Below are some entries. Copy each line in them that holds "position".

→ **PROVIDED ENTRIES**
******
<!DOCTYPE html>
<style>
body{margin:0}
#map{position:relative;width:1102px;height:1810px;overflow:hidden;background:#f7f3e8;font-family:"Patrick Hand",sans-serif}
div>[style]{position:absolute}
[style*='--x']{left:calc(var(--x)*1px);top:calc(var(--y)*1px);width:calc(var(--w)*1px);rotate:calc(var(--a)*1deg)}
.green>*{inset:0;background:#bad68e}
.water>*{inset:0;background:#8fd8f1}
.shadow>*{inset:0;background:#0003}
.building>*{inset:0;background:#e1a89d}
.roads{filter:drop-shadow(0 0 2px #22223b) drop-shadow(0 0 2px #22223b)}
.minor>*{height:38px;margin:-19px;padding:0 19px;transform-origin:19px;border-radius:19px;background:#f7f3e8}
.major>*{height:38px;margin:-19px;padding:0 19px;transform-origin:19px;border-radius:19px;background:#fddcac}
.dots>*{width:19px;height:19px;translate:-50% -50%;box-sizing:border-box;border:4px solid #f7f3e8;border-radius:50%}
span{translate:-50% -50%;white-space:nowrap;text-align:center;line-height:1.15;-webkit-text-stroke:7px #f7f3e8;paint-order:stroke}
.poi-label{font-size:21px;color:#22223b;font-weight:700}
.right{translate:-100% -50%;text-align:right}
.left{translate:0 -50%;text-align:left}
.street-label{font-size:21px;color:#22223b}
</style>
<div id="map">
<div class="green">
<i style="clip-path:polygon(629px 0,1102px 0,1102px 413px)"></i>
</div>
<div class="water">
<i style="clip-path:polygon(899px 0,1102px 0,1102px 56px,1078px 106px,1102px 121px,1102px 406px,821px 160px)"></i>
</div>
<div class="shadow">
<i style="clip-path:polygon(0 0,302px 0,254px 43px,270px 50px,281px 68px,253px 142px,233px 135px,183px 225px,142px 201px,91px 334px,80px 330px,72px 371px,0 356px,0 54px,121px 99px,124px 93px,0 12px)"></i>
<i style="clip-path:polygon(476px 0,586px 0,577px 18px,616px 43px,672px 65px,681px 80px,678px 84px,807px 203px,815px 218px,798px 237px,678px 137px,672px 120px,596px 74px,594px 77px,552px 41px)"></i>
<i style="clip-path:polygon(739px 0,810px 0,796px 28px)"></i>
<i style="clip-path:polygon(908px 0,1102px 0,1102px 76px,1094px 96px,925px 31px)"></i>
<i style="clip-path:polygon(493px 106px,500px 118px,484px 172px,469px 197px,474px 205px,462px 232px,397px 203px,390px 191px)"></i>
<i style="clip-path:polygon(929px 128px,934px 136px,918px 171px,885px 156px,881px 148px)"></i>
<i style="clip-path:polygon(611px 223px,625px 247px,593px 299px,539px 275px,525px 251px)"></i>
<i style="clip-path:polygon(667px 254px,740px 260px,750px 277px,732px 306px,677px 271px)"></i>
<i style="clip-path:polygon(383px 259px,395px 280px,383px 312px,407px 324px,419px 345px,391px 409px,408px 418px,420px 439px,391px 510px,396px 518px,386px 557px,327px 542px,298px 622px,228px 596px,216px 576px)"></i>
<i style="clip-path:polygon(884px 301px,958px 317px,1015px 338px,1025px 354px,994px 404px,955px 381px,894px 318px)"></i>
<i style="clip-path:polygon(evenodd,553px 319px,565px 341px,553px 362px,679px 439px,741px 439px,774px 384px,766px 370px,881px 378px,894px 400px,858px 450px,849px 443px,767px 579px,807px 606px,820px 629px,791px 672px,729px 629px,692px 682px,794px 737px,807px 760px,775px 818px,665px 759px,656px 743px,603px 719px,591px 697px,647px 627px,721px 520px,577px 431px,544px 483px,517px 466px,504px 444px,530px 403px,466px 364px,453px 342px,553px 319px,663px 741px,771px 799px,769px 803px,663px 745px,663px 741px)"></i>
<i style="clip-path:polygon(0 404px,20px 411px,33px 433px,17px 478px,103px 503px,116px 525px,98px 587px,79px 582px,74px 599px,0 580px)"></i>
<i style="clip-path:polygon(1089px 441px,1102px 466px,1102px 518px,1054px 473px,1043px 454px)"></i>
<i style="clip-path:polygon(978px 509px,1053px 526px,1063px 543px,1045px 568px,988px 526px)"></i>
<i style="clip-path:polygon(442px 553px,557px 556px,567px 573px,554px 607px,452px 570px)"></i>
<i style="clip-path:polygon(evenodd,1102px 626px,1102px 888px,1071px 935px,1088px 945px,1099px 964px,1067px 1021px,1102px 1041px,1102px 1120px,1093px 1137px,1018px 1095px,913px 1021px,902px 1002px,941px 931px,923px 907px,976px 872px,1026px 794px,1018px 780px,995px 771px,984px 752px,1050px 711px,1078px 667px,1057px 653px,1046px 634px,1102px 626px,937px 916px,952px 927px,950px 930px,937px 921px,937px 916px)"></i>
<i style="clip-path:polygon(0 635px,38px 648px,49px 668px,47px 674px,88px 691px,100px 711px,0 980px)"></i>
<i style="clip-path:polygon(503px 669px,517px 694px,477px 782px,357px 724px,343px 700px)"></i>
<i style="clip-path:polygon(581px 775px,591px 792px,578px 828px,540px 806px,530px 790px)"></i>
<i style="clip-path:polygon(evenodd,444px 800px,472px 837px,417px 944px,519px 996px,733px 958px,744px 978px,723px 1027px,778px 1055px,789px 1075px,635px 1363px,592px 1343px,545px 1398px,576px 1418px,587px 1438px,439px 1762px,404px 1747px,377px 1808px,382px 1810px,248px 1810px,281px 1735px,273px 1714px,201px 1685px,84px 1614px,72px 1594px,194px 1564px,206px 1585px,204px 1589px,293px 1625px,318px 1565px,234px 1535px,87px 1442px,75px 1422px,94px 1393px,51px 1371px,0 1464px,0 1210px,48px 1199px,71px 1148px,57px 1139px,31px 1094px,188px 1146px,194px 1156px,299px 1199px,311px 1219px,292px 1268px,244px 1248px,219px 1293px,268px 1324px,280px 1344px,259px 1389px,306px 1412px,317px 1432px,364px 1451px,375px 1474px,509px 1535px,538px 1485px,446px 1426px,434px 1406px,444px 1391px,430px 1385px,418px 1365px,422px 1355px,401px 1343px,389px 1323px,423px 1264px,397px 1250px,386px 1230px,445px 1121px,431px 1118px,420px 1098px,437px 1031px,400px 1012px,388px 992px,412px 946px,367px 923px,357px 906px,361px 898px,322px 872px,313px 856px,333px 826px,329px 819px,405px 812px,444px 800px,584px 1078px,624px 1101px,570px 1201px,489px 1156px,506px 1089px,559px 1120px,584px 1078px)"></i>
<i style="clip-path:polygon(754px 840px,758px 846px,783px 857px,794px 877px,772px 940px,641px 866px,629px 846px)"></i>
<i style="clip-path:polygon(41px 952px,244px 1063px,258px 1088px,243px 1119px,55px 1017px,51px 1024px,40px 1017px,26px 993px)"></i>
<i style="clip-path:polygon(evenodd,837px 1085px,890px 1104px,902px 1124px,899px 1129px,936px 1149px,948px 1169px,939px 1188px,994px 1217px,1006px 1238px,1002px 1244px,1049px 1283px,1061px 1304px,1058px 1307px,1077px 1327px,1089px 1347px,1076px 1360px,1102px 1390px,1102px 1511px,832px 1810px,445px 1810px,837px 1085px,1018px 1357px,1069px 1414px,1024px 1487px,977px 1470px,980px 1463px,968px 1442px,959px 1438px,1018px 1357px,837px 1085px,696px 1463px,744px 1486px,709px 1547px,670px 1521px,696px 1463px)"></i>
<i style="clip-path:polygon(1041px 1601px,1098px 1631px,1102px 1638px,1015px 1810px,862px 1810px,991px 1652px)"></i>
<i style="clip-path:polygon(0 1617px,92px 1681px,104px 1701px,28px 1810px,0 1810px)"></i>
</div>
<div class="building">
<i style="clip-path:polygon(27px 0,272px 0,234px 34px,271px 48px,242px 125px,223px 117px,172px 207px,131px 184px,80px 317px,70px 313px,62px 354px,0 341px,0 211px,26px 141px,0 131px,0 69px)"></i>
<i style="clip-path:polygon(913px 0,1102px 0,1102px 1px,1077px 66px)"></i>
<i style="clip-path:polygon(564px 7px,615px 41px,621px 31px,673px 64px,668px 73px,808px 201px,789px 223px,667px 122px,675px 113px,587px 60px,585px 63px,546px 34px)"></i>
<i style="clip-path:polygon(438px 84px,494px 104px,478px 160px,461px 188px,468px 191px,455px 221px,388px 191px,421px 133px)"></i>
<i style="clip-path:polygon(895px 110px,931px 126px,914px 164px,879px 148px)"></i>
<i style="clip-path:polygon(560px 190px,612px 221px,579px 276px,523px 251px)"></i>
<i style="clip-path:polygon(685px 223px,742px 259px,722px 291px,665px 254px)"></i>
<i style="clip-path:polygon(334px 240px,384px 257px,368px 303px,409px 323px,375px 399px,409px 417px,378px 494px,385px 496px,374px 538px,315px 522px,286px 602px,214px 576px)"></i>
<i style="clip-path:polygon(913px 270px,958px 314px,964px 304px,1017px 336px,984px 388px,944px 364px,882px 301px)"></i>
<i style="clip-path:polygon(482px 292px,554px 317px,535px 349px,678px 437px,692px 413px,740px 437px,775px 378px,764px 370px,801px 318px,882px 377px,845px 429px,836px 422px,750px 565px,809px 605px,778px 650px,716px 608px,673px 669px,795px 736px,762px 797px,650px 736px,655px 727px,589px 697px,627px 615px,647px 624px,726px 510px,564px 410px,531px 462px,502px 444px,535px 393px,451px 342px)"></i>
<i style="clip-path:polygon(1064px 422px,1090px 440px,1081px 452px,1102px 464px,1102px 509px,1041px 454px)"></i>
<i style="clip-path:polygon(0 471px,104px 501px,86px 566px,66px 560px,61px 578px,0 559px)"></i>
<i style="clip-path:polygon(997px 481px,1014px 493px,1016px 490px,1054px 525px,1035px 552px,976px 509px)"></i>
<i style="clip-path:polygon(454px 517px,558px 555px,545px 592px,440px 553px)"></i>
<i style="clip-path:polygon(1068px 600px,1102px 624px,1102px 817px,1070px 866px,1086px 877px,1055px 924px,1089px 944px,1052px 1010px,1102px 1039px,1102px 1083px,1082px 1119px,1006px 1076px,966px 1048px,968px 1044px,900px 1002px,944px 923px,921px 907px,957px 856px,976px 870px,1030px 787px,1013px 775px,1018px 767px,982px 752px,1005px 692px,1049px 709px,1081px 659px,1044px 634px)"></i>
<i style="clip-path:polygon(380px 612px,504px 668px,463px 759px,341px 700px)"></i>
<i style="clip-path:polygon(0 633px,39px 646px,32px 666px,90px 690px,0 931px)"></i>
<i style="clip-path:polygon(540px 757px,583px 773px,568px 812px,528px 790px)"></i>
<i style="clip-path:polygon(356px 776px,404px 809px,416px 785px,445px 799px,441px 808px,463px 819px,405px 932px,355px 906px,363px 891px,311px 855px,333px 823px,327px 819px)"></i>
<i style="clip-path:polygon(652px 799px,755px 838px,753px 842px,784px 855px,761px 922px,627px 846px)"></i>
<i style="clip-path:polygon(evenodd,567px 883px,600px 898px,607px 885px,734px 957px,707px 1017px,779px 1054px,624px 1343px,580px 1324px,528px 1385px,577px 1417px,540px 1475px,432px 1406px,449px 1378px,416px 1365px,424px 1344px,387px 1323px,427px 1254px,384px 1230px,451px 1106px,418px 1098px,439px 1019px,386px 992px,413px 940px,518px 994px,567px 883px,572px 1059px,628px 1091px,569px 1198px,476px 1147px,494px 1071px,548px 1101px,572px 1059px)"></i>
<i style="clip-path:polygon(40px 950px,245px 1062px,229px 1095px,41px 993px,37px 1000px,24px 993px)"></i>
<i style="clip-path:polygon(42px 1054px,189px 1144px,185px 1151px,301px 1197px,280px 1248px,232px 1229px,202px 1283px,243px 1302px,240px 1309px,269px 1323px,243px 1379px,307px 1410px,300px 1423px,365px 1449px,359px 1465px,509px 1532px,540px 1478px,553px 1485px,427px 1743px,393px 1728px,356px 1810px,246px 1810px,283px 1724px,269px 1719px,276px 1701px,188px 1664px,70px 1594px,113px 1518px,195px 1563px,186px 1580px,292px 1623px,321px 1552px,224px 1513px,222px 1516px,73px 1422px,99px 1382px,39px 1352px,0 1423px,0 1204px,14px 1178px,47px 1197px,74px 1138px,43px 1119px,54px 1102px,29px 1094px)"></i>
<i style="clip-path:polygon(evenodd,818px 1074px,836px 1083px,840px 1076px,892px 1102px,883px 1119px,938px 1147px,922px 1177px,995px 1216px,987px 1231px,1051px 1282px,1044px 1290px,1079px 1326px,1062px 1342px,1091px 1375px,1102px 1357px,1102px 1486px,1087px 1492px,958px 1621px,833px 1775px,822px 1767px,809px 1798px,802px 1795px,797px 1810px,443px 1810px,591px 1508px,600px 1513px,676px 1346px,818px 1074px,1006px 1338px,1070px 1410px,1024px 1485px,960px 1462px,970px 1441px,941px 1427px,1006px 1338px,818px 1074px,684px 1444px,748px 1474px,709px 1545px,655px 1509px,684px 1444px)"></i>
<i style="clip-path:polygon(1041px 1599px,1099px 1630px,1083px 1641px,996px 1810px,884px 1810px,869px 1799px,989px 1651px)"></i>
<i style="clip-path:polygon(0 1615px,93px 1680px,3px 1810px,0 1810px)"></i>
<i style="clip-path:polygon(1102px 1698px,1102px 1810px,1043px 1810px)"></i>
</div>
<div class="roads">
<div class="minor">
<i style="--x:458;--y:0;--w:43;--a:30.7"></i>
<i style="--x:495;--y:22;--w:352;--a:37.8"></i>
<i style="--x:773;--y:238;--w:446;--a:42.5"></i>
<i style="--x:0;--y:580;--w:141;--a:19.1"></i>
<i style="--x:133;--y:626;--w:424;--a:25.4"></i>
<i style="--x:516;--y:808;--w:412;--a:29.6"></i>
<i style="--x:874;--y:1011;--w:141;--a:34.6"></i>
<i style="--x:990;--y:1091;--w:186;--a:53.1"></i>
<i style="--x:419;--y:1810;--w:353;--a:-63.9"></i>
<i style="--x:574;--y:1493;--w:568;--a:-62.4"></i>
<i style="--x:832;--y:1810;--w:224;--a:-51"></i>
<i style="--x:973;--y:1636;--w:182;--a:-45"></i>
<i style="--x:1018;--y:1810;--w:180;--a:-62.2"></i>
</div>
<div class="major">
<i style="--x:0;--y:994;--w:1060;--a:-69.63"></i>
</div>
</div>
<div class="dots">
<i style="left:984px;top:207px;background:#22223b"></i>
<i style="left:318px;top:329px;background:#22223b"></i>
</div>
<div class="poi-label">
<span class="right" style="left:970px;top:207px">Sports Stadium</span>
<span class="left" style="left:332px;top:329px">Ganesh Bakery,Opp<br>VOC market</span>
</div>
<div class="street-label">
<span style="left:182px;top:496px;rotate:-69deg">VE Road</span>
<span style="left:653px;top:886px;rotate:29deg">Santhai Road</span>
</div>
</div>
******
→ **OUTPUT**
#map{position:relative;width:1102px;height:1810px;overflow:hidden;background:#f7f3e8;font-family:"Patrick Hand",sans-serif}
div>[style]{position:absolute}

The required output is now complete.